• Problem statement
Copy the data verbatim and leave out every picture.

• Data shown
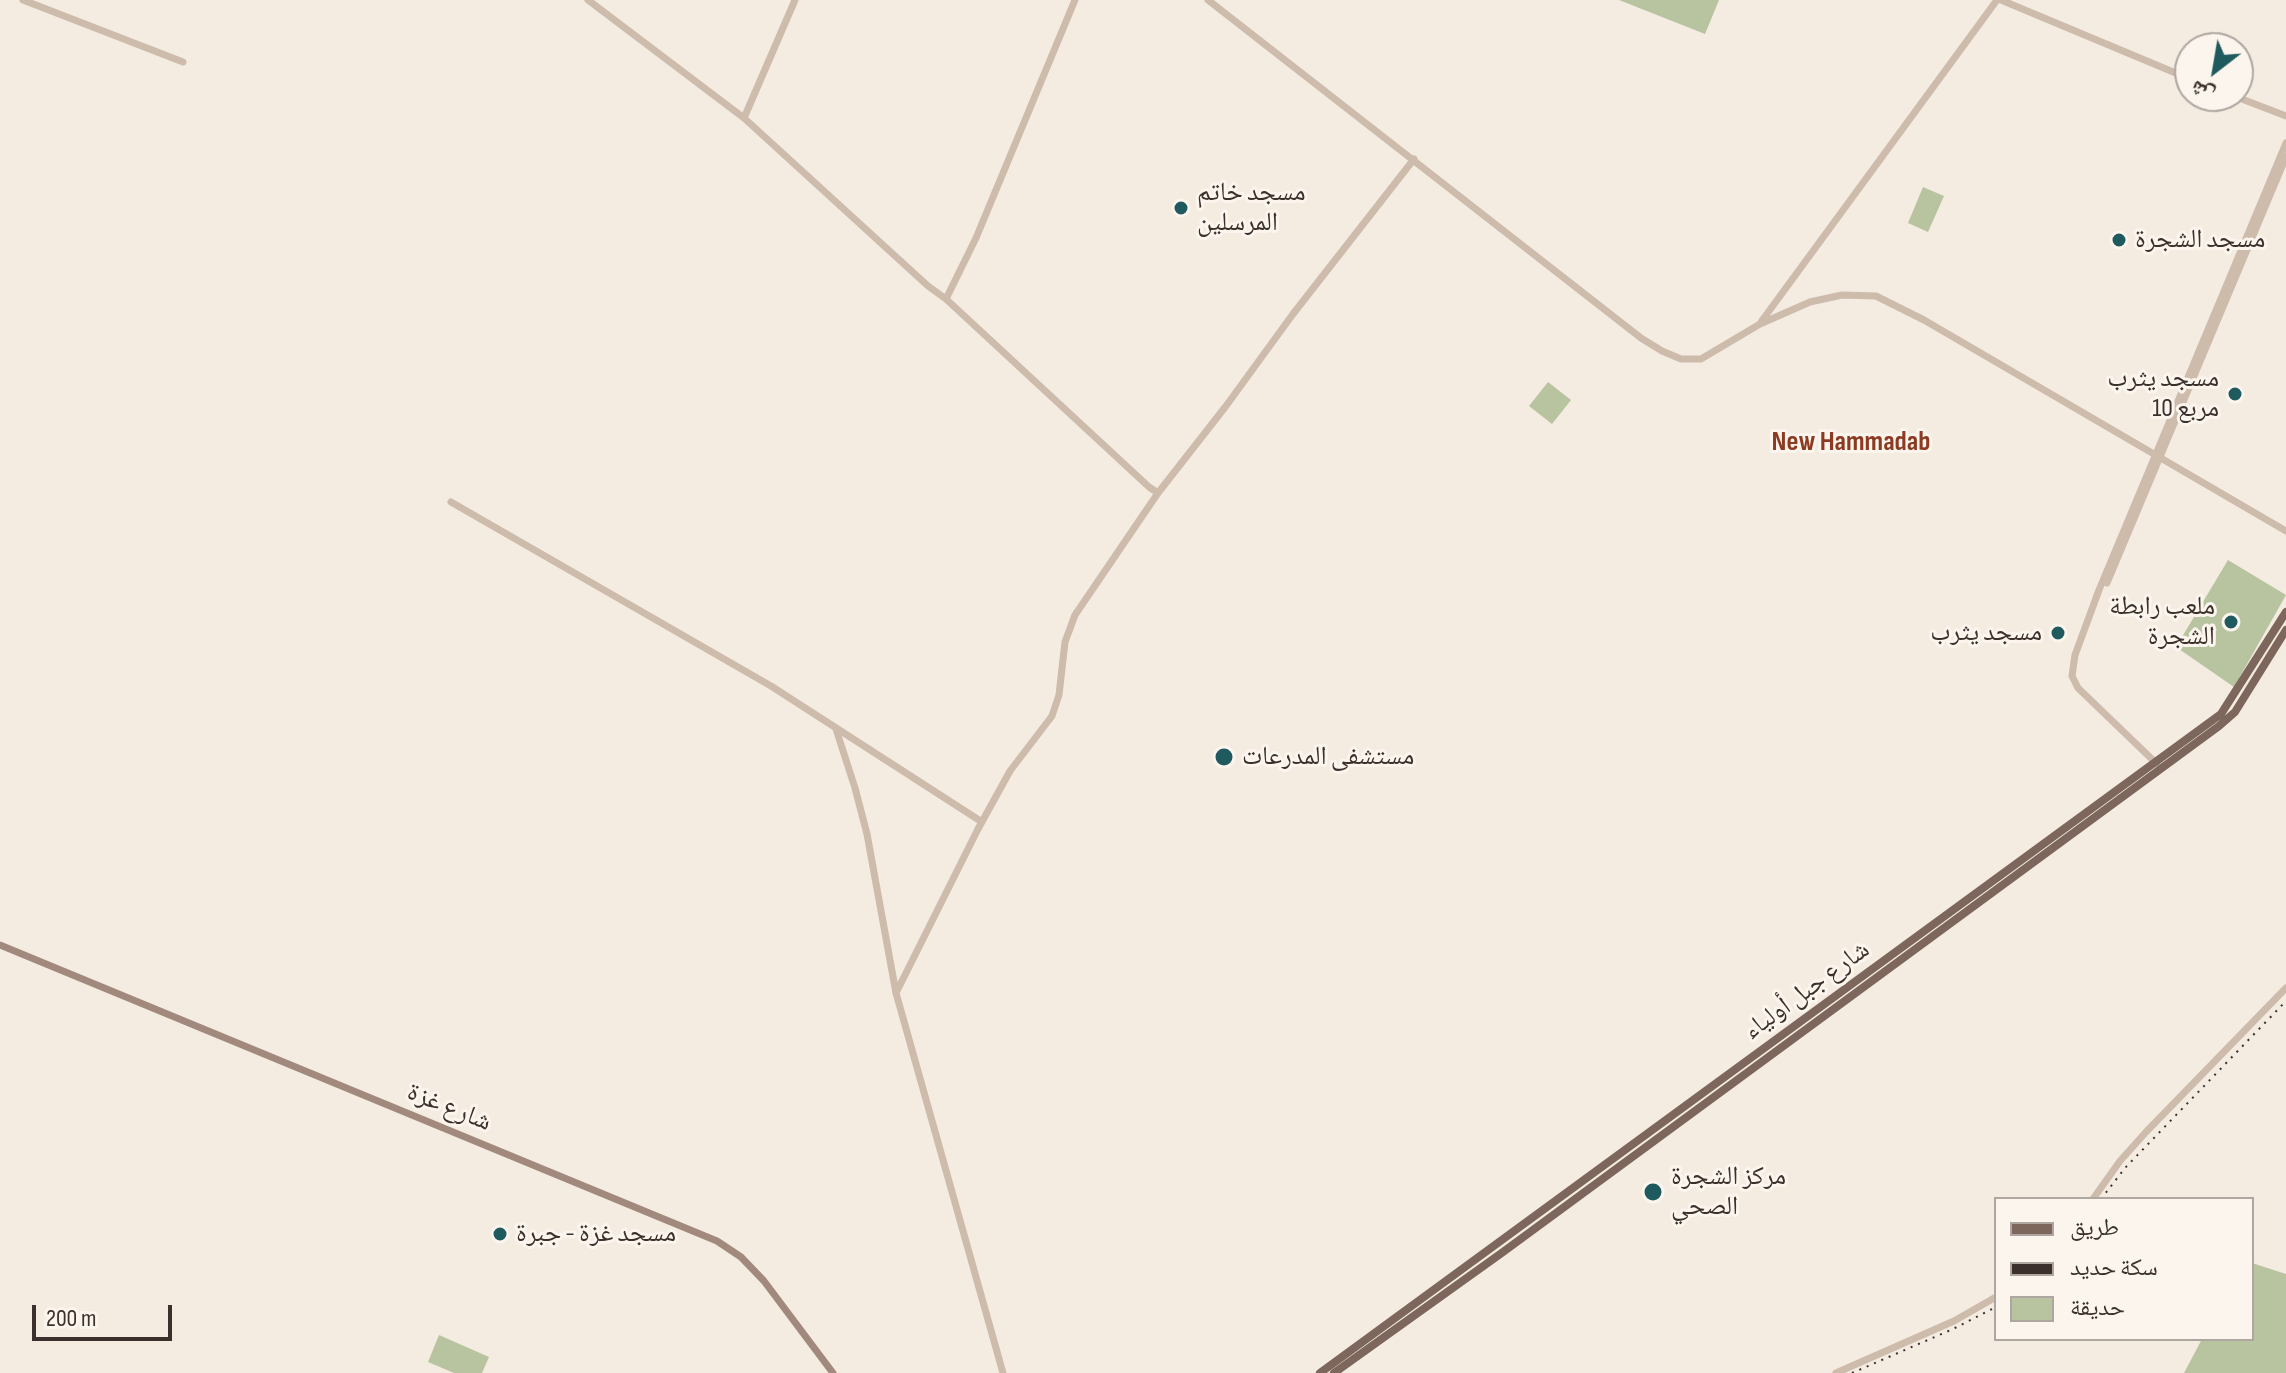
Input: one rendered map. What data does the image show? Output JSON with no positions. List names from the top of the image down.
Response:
{
  "streets": {
    "main road": ["شارع جبل أولياء", "شارع غزة"]
  },
  "districts": ["New Hammadab"],
  "places": [
    "مسجد خاتم المرسلين",
    "مسجد الشجرة",
    "مسجد يثرب مربع 10",
    "ملعب رابطة الشجرة",
    "مسجد يثرب",
    "مستشفى المدرعات",
    "مركز الشجرة الصحي",
    "مسجد غزة - جبرة"
  ],
  "legend": ["طريق", "سكة حديد", "حديقة"],
  "scale_bar": "200 m",
  "north": "bottom left"
}
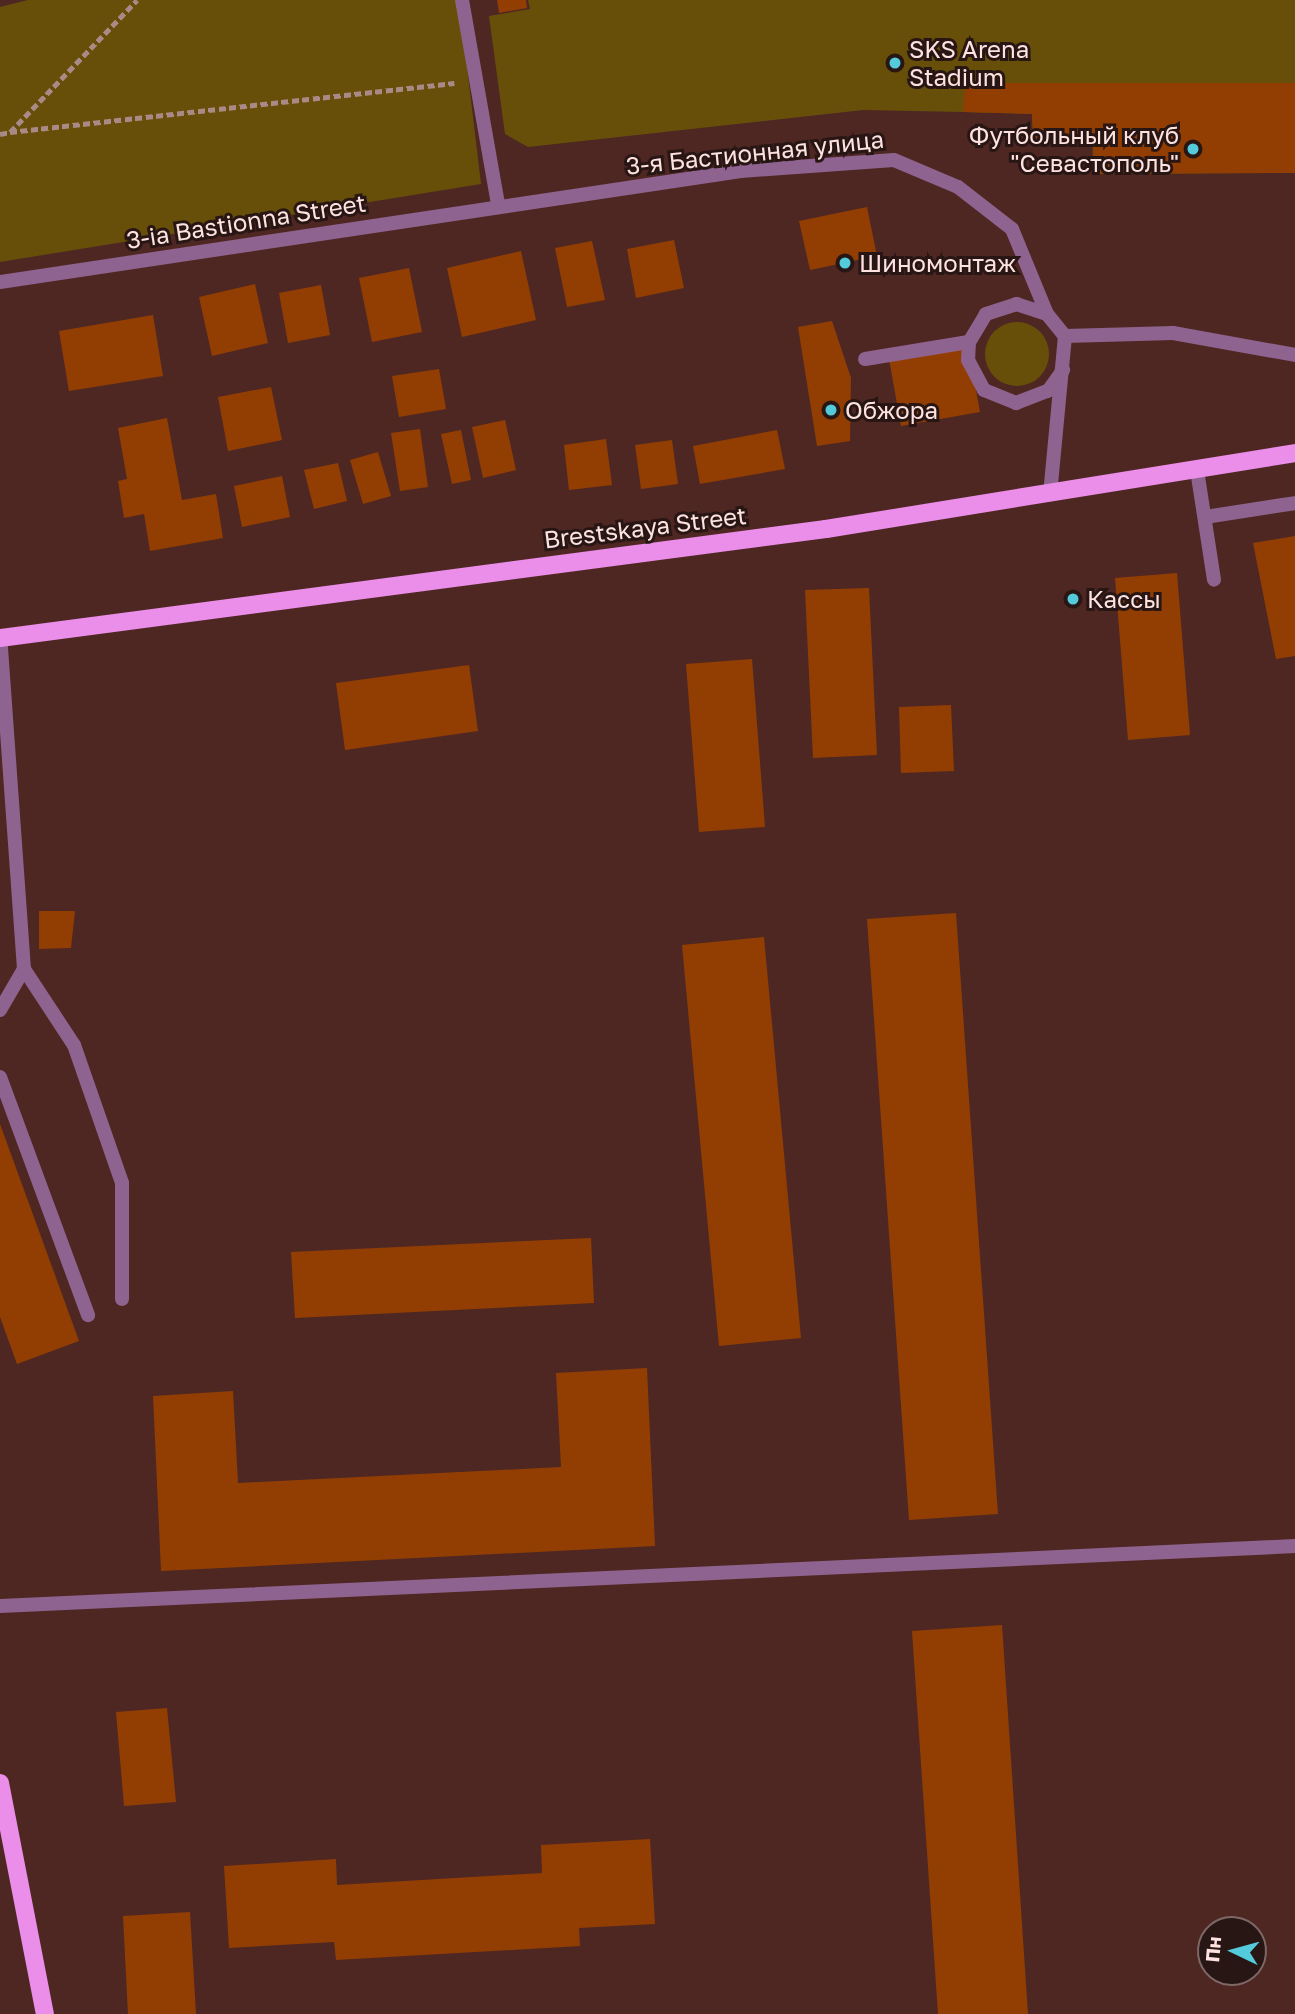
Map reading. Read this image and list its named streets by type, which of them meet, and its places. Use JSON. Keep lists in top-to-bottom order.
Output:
{
  "streets": {
    "main road": ["Brestskaya Street"],
    "street": ["3-я Бастионная улица", "3-ia Bastionna Street"]
  },
  "crossings": [
    ["3-я Бастионная улица", "3-ia Bastionna Street"]
  ],
  "places": [
    "SKS Arena Stadium",
    "Футбольный клуб \"Севастополь\"",
    "Шиномонтаж",
    "Обжора",
    "Кассы"
  ],
  "north": "left"
}
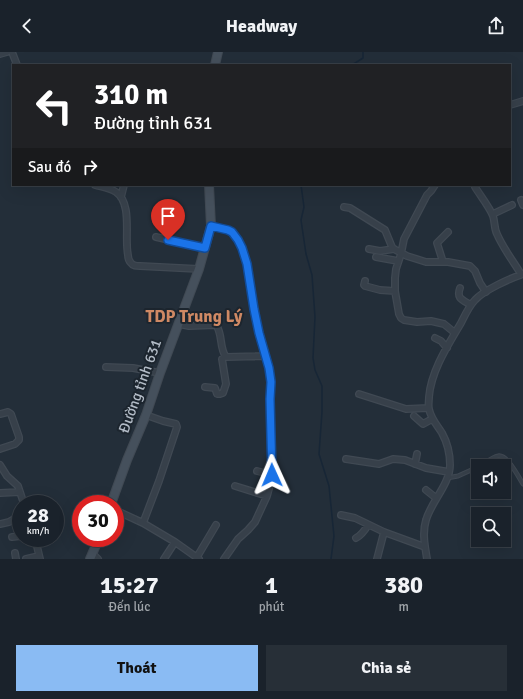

• Task solution
Input: one rendered map. What data does the image show? Output JSON with no positions. List names from the top of the image down.
Response:
{
  "streets": {
    "main road": ["شارع جبل أولياء", "شارع غزة"]
  },
  "districts": ["New Hammadab"],
  "places": [
    "مسجد خاتم المرسلين",
    "مسجد الشجرة",
    "مسجد يثرب مربع 10",
    "ملعب رابطة الشجرة",
    "مسجد يثرب",
    "مستشفى المدرعات",
    "مركز الشجرة الصحي",
    "مسجد غزة - جبرة"
  ],
  "legend": ["طريق", "سكة حديد", "حديقة"],
  "scale_bar": "200 m",
  "north": "bottom left"
}
Map reading. Read this image and list its named streets by type, which of them meet, and its places. Use JSON. Keep lists in top-to-bottom order.
Output:
{
  "streets": {
    "main road": ["Brestskaya Street"],
    "street": ["3-я Бастионная улица", "3-ia Bastionna Street"]
  },
  "crossings": [
    ["3-я Бастионная улица", "3-ia Bastionna Street"]
  ],
  "places": [
    "SKS Arena Stadium",
    "Футбольный клуб \"Севастополь\"",
    "Шиномонтаж",
    "Обжора",
    "Кассы"
  ],
  "north": "left"
}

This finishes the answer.